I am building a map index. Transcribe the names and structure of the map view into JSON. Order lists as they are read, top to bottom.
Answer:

* * *

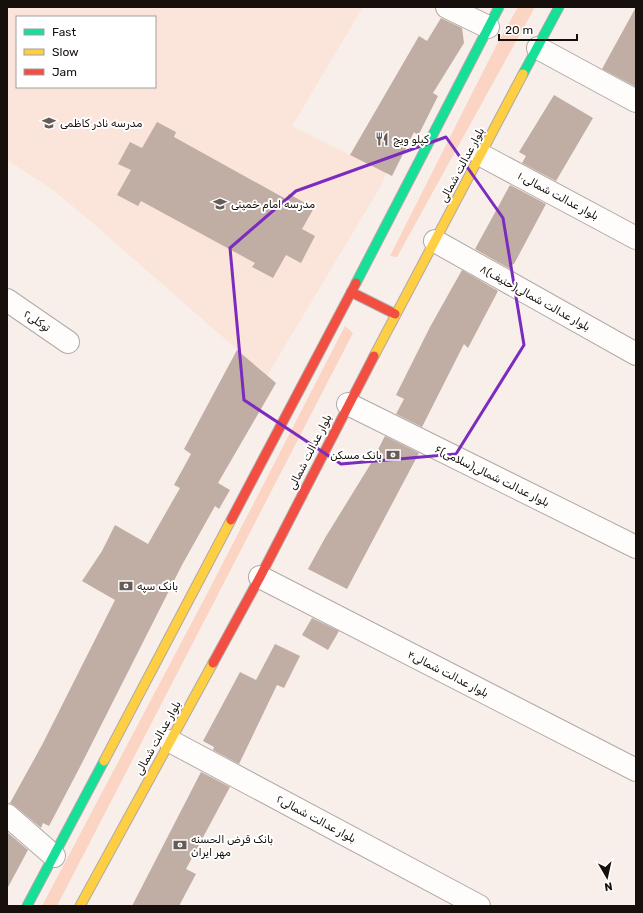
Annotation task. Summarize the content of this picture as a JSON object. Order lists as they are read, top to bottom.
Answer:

==

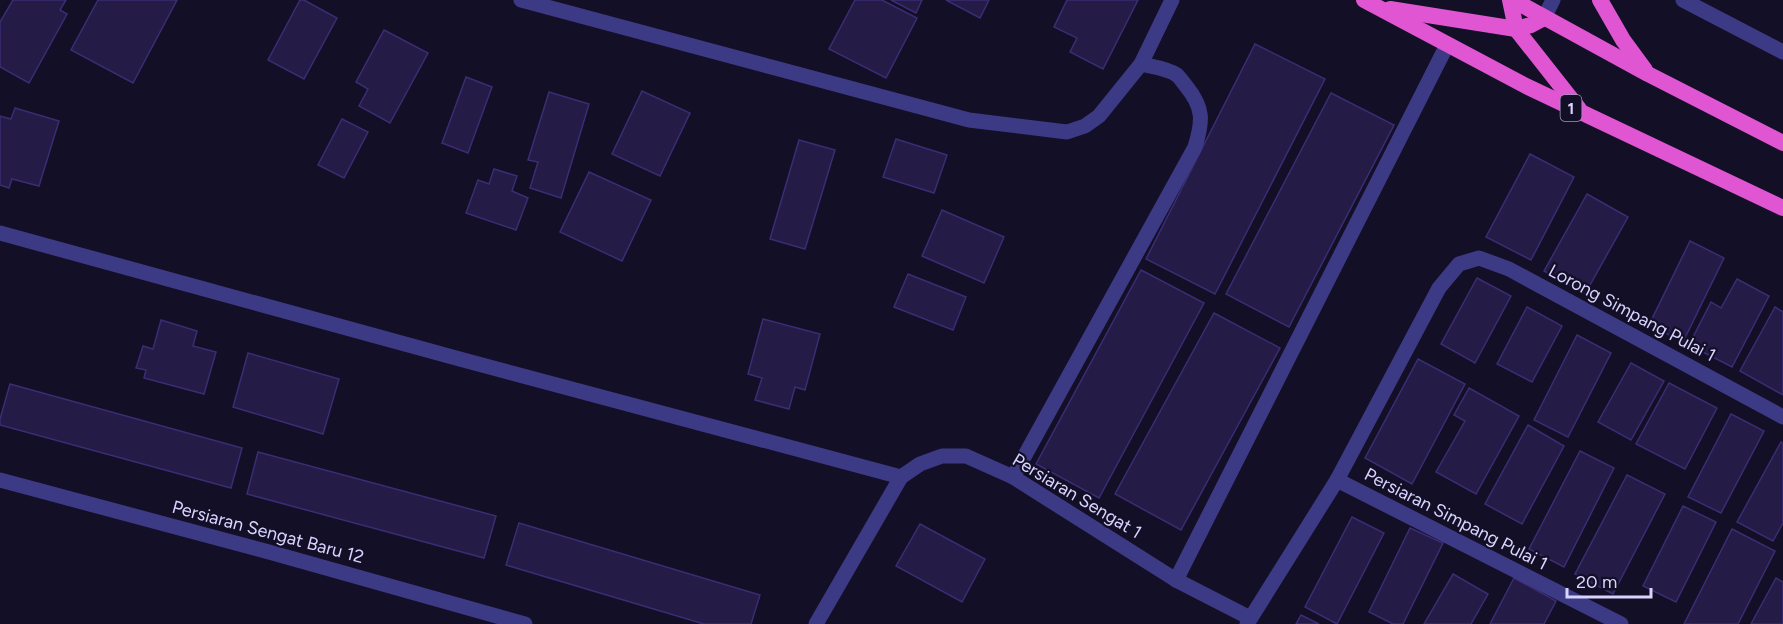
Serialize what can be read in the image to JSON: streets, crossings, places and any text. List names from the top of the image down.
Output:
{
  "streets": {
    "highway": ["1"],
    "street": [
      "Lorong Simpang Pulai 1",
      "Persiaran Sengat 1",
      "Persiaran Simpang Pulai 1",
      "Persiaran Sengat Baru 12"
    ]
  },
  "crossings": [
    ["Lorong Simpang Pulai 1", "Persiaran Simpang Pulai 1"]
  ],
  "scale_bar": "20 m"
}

- TASK: Only lines holding the word "lists" are wanted, so copy each of them from the records above.

- RESULT:
I am building a map index. Transcribe the names and structure of the map view into JSON. Order lists as they are read, top to bottom.
Annotation task. Summarize the content of this picture as a JSON object. Order lists as they are read, top to bottom.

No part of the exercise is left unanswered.